It’s time again for Women In Film, where we look at blockbusters, action films of all types and big buzz films to see how actresses are doing in terms of prominence, box office moolah, and improving the state of female movie stars in the business. In this part, Part 1, we’ll be looking back at the films in 2014 to see what happened, and in Part 2, we’ll look ahead at what’s playing and up-coming in 2015 that we know about so far.

This analysis of mine has been going on since 2012, which media up-played as the year of the woman in film, because there were quite a few movies that year headed by women, including big action ones. As we know, part of that media coverage was simply hype – studies show that women are still hugely behind in grabbing major roles, and behind the camera it’s even worse, except for maybe producers. But it was also a valid reflection of shifts due to the trickle, trickle progress of getting Hollywood to accept and happily exploit the box office power of women, to an audience that largely doesn’t really care if it’s a man or a woman, (or even another gender,) helming a film. The year 2014 was, like 2013, a year mainly of sequels, old action franchises and superhero films, with Marvel dominating again (more on that later,) none of which tend to favor women as leads. So it wasn’t a ground-breaking year for actresses, like 2012, but it was a consolidating year, which did confirm that women can bring the box office themselves and are increasingly useful in ensemble action films. The bulkhead that was established still remains, with some interesting trends shaping for up-coming years.

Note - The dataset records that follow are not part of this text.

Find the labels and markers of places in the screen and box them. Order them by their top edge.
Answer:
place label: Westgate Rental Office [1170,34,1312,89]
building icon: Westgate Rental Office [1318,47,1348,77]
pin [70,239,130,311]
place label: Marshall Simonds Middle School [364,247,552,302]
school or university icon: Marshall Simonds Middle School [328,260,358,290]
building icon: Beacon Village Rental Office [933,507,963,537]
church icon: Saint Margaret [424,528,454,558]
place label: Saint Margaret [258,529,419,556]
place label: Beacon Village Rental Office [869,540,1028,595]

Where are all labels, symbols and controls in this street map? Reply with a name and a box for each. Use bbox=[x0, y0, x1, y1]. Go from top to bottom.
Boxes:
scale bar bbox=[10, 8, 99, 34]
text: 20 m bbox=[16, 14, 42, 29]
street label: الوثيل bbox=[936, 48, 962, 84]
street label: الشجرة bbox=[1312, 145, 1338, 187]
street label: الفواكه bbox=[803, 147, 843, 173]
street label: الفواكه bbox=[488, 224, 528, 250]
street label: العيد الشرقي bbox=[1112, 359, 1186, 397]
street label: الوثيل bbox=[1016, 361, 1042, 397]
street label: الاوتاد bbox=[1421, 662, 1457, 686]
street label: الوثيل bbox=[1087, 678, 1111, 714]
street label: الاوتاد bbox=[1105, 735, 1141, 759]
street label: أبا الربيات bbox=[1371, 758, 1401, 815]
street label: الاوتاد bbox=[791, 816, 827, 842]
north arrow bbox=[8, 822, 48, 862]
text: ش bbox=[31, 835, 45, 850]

Women had high impact roles in many successful action films this last year in which they weren’t the leads. In the superhero arena, Marvel again made good use of Scarlett Johansson as Black Widow in the hit Captain America 2: The Winter Soldier, and employed go-to geek movie star Zoe Saldana and Doctor Who favorite Karen Gillan, plus a cameo from Glen Close, in the big summer domestic winner, Guardians of the Galaxy. In their ancillary franchises, we had Emma Stone in Amazing Spiderman 2, and X-Men: Days of Future Past making key use of Jennifer Lawrence, Halle Berry, and Ellen Page. Women were front and center in most of the big sequels: 300: Rise of an Empire, Dawn of the Planet of the Apes, Fast and Furious 6, How to Train Your Dragon 2, Rio 2, The Purge 2: Anarchy, Horrible Bosses 2, Muppets Most Wanted, Night at the Museum 3: Secret of the Tomb, and the biggest movies globally: Transformers 4: Age of Extinction, and The Hobbit: Battle of the Five Armies. They also had critical leading roles in hits Gone Girl, Interstellar, Hercules, Monuments Men, Non-Stop, The Equalizer, The Maze Runner, the rebooted Mutant Ninja Turtles, The Lego Movie, Big Hero 6, Noah, The Imitation Game, Selma, Neighbors, The Nut Job, Dracula Untold, Into the Storm, Blended, The Boxtrolls, and The Book of Life, and Emily Blunt bluntly stole hit sci-fi actioner Edge of Tomorrow from Tom Cruise.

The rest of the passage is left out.